Integrated into the research group
Apprentices also have to prepare a detailed schedule for their IPA. “Testing the generator and documenting the work took longer than planned,” Bozzini recounts. This was mainly because he had written his work – as is common in research – in English and using LaTeX, a software program. That’s not the only thing that makes Bozzini’s work unusual: “This final project goes well beyond the basic skills of an electronics engineer,” Acremann says. In January, Bozzini even managed to publish a scientific paper on the test signal generator in the Journal of Instrumentation – not an everyday achievement for an apprentice.
As an apprentice, Bozzini was fully integrated into the research group. “I was able to contribute to the group’s output with my paper,” he says. The close collaboration between researchers and apprentices is a hallmark of vocational training at ETH Zurich. The aspiring electronics engineers spend the first two years of their education in the electronics training lab, where they learn the basics of circuit technology, manufacturing and measuring technology, and programming. For the next two years, they do an apprenticeship within ETH – in a research lab, for example. “Especially in experimental physics, it’s important that we have experts who can solve technical problems and implement things effectively,” Acremann explains.

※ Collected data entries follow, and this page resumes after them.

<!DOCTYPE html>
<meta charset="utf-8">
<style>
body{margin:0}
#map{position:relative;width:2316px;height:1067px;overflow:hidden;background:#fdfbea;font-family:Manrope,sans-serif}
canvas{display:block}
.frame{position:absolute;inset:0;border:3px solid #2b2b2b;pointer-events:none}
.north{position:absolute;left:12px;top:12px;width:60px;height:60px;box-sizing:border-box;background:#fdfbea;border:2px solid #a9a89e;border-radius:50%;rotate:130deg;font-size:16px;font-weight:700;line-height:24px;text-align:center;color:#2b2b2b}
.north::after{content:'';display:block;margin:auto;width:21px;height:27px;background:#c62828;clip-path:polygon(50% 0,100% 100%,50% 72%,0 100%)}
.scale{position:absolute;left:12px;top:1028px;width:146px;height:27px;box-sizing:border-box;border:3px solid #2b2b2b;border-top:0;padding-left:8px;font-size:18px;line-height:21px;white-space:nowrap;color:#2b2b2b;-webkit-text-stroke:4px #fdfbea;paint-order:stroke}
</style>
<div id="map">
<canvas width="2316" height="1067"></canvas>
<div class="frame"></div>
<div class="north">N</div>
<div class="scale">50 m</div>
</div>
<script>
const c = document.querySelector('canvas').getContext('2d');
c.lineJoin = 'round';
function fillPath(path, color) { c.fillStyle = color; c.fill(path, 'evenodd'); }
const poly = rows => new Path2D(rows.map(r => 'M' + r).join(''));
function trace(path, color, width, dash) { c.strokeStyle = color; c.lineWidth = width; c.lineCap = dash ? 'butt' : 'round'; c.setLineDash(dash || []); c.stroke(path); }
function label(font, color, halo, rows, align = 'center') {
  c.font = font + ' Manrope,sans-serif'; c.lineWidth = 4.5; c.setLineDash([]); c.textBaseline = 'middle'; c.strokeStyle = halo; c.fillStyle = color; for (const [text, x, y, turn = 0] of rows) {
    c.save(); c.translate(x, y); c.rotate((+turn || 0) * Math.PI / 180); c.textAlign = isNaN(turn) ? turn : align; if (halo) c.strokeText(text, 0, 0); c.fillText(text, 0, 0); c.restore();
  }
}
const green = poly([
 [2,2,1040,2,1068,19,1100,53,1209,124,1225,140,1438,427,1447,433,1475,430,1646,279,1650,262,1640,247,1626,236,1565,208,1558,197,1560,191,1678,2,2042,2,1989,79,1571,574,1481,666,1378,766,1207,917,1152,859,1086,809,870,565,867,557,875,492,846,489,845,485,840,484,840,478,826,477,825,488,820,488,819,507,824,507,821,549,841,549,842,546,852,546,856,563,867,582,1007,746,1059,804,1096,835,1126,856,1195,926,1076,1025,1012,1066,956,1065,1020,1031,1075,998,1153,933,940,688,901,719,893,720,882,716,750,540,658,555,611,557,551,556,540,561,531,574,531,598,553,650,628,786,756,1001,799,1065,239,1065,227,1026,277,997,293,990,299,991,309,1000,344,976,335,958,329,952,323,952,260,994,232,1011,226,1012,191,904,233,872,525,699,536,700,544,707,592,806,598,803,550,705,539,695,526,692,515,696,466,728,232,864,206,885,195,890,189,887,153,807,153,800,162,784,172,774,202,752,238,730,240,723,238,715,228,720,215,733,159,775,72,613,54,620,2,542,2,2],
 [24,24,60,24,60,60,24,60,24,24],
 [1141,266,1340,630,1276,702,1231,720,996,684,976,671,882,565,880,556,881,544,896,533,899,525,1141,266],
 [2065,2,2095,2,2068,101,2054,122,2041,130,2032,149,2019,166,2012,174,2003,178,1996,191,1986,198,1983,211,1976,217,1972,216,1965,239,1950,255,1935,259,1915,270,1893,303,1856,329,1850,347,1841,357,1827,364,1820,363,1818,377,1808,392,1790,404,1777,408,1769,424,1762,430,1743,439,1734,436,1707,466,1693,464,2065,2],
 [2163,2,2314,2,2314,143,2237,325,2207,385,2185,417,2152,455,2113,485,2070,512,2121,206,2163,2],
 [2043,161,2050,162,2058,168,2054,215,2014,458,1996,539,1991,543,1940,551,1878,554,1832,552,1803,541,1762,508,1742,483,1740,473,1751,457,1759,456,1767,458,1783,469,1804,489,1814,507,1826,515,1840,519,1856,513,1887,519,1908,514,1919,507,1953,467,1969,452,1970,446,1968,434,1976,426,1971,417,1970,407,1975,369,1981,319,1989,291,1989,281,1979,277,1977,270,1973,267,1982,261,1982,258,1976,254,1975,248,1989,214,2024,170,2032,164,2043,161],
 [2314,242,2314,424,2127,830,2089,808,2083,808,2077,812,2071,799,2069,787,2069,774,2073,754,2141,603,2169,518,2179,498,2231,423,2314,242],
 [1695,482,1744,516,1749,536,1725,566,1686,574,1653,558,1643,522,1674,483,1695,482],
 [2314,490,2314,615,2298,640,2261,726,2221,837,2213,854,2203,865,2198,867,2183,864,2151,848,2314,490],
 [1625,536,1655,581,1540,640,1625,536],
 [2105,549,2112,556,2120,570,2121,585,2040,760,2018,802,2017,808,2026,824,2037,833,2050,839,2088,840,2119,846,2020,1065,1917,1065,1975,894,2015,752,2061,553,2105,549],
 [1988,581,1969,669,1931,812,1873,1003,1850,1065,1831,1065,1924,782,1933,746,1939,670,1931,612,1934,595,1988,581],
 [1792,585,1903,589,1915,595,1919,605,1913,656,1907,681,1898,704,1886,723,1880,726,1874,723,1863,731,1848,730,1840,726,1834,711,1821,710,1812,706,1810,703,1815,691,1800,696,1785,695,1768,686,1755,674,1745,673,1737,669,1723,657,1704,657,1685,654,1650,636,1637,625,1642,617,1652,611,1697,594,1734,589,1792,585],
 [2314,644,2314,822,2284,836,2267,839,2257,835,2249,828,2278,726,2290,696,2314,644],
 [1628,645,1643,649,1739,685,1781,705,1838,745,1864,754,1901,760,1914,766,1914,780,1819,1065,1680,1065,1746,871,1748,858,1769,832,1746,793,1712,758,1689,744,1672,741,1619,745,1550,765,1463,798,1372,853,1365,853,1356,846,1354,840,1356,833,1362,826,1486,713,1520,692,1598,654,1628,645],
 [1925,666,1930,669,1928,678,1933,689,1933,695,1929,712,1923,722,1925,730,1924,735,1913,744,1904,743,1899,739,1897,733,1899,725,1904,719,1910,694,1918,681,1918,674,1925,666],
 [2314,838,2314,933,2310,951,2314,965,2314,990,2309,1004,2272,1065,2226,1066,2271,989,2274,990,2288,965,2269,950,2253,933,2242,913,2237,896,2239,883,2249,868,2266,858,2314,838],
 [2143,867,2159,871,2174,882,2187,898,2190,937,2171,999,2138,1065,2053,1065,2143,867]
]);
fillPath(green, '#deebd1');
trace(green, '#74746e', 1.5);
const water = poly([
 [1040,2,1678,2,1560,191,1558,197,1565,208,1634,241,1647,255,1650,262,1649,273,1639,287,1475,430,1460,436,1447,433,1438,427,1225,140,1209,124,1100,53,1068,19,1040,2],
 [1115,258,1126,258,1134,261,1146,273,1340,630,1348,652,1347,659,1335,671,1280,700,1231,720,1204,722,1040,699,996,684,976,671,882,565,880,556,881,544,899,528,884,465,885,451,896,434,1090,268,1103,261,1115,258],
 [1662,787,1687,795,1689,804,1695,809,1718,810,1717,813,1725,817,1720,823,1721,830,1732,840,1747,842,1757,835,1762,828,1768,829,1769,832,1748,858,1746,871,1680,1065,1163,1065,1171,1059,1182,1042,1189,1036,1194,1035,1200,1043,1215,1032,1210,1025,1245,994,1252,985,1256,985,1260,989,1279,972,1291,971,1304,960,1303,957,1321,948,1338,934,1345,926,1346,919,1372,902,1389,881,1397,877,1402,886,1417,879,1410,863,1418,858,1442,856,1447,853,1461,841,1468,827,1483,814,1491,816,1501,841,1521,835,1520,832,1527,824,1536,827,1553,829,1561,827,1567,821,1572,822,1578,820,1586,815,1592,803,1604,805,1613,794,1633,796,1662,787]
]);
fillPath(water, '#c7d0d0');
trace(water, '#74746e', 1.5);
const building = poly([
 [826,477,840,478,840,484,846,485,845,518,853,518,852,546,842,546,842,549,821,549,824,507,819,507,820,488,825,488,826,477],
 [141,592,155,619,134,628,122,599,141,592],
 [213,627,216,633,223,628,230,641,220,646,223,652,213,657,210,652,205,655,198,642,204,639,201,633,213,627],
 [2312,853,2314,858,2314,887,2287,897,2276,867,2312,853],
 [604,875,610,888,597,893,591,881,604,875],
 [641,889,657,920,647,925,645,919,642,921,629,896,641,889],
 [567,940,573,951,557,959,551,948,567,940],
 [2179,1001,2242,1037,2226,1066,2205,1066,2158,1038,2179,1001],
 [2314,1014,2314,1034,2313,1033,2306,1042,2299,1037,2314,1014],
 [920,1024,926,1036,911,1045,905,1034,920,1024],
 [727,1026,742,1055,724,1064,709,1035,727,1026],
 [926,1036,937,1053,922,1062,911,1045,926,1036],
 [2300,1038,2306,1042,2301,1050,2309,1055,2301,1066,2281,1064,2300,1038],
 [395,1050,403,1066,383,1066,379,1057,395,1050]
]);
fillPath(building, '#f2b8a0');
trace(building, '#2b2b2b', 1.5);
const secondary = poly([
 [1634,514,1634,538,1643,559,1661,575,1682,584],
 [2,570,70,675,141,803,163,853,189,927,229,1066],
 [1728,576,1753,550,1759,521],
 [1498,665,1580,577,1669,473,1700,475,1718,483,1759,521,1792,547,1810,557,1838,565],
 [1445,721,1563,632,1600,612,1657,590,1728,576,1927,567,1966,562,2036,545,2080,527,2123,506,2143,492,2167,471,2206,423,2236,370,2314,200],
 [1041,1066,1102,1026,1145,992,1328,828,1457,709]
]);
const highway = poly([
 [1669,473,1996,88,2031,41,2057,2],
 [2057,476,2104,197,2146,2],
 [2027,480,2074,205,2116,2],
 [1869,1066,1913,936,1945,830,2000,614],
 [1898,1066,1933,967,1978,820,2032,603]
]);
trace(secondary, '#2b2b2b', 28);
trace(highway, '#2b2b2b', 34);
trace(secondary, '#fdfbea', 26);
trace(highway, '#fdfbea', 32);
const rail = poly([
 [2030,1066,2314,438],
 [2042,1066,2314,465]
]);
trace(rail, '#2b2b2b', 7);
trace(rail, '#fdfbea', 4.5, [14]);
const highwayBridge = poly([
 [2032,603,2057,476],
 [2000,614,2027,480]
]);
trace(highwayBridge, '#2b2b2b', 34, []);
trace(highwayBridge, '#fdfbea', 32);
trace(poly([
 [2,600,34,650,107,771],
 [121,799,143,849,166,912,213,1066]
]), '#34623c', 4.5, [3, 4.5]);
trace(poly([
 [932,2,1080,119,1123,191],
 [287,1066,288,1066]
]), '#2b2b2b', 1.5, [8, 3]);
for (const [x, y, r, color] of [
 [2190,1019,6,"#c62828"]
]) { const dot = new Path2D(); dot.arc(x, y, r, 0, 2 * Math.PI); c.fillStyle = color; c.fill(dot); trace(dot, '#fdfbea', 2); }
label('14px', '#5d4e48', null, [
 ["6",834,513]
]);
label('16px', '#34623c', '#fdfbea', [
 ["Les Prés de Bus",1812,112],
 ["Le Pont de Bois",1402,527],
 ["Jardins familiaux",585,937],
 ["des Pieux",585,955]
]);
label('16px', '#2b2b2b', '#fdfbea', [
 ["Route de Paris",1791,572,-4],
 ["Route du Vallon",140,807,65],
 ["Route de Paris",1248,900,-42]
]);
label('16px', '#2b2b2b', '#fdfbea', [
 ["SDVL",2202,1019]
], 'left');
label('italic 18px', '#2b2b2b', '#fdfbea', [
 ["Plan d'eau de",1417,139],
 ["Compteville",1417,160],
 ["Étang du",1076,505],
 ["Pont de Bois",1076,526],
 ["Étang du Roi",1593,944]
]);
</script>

Although Bozzini thinks it’s cool that his thesis made an important contribution to basic research, he remains modest: “That’s my job – it’s what I get paid for,” he says. He doesn’t yet know whether he would one day like to work in research himself. He’s currently completing a one-year full-time vocational diploma. He has fond memories of his successful apprenticeship at ETH Zurich: after his IPA, he got to travel with Acremann to Hamburg, where the microscope is currently being set up. “That was an exciting experience for me. That’s when I saw that my work can actually contribute to basic research,” he says happily.